> [WHAT TO WORK ON]
Wherever "secondary" turns up in a line of the entries below, that line counts. Say how many such lines there are, with no other words.

# # # # # # #

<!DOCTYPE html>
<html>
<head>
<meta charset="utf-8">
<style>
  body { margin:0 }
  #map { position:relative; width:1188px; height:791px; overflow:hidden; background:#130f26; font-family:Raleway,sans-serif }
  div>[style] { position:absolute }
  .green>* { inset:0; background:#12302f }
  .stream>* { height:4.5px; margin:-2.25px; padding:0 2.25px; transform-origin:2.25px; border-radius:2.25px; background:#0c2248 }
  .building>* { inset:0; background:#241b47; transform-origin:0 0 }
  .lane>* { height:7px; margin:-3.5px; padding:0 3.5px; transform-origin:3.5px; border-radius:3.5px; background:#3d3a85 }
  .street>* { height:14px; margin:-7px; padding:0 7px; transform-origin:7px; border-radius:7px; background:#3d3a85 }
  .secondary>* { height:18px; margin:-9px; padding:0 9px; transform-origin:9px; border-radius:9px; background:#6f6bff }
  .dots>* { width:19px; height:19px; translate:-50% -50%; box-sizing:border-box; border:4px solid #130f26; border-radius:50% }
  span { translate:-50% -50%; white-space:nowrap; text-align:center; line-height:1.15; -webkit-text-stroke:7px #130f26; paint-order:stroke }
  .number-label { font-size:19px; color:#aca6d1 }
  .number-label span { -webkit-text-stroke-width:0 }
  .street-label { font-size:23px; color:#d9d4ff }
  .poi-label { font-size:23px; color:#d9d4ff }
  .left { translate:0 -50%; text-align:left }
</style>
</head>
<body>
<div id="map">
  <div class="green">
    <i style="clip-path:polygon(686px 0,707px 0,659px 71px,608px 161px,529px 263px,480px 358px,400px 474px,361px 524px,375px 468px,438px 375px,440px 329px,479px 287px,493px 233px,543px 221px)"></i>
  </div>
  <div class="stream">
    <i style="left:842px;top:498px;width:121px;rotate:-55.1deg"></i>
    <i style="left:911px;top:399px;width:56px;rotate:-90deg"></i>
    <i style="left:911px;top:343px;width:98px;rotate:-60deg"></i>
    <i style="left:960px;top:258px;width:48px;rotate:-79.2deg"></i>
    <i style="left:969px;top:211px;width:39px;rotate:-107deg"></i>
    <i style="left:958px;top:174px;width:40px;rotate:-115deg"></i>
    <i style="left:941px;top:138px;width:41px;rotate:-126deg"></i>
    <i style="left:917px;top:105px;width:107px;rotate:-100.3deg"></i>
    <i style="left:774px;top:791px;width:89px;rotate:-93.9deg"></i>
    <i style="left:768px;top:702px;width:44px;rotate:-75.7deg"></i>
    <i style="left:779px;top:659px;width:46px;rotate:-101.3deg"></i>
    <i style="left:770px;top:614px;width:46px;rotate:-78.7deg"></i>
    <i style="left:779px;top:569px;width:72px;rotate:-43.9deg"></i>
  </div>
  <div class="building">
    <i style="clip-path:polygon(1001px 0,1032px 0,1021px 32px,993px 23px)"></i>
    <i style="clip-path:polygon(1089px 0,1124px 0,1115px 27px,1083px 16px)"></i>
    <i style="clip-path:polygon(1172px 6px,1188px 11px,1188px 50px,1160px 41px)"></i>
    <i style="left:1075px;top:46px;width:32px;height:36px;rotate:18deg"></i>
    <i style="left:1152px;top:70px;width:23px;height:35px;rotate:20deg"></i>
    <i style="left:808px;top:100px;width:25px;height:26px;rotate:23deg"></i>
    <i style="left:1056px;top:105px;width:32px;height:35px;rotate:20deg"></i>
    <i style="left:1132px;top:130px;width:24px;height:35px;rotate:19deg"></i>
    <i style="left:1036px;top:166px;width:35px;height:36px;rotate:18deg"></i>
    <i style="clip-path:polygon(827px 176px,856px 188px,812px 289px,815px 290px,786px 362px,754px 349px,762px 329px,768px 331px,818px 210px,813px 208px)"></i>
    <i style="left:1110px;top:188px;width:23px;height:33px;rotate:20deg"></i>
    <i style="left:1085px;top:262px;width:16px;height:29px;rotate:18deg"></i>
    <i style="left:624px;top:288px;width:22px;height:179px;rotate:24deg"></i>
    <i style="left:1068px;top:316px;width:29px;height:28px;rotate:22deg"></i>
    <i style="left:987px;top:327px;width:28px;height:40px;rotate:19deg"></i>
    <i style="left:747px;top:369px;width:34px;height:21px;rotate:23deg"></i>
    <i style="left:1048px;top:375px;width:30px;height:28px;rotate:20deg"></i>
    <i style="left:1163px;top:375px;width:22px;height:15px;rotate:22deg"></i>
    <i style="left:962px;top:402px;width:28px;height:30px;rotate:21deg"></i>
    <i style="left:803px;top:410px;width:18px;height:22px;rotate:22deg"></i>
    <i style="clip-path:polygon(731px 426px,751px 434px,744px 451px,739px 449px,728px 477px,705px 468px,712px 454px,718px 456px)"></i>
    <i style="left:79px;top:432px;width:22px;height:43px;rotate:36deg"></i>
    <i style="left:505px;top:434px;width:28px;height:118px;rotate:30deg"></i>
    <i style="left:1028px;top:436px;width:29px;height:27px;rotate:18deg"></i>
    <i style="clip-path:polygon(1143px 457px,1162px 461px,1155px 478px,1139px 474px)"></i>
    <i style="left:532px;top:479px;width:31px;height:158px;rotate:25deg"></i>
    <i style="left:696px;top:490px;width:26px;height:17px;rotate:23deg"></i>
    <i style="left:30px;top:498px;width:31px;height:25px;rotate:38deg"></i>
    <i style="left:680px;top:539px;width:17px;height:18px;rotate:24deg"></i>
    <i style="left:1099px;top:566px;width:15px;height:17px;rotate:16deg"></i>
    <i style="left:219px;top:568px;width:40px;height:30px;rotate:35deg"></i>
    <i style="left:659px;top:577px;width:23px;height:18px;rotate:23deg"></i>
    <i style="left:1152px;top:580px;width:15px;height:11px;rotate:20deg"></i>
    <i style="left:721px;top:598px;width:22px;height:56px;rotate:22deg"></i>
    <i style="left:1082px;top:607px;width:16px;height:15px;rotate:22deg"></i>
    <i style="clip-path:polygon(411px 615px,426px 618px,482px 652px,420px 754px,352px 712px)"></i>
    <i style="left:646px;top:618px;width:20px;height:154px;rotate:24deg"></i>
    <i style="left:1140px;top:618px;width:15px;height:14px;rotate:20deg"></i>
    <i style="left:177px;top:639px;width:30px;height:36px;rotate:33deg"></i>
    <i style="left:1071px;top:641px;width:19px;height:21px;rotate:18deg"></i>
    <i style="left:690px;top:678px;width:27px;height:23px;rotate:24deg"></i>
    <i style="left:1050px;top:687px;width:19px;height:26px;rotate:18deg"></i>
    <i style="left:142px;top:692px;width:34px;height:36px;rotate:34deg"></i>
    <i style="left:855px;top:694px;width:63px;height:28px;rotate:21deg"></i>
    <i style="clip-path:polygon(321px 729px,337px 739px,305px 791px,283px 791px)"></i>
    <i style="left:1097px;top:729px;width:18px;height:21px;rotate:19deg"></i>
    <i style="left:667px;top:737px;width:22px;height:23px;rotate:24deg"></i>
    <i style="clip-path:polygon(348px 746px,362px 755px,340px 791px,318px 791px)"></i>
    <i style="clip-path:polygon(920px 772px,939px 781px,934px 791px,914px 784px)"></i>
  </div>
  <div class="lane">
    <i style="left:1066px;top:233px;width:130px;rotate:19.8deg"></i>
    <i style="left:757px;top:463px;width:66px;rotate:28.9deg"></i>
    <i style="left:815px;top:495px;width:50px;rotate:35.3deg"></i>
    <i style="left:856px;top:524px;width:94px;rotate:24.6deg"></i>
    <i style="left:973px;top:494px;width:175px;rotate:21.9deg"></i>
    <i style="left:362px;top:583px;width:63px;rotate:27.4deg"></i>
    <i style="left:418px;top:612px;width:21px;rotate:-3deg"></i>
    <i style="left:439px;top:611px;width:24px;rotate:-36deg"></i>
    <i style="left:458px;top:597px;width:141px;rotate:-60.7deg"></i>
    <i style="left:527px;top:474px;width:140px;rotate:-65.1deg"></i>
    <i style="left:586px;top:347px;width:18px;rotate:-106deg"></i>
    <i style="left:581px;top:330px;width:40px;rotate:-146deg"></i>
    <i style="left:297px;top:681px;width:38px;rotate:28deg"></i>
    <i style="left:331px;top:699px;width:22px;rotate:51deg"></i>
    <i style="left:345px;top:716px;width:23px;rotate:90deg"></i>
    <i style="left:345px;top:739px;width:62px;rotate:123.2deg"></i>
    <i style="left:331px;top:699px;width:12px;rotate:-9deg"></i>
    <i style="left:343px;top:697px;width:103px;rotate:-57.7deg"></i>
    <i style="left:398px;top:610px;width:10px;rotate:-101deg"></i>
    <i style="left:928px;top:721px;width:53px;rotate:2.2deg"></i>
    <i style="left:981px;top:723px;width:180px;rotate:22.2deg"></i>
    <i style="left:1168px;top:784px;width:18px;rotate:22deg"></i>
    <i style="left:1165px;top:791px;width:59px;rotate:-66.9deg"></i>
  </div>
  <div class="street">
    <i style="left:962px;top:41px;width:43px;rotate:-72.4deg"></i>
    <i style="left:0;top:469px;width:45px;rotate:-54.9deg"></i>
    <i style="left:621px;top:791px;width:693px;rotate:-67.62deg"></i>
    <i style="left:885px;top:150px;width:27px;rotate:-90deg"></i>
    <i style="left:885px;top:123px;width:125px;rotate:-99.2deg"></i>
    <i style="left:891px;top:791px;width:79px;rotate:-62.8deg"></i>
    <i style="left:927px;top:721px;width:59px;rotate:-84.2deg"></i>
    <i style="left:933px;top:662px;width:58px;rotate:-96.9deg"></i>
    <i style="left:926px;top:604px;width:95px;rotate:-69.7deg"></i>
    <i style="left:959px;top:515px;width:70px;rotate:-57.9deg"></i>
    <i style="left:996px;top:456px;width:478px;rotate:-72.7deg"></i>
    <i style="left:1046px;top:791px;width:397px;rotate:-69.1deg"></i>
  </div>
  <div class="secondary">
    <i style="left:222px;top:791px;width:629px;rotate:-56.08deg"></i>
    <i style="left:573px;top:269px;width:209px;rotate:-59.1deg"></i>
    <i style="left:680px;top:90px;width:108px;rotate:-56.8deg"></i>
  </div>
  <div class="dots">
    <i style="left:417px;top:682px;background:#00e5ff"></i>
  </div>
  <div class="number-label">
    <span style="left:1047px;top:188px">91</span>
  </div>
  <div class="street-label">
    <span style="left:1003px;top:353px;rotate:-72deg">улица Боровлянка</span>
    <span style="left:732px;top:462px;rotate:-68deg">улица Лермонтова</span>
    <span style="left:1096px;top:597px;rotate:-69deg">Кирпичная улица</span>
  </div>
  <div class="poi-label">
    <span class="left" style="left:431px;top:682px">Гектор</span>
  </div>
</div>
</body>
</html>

# # # # # # #

> [WRITTEN RESPONSE]
2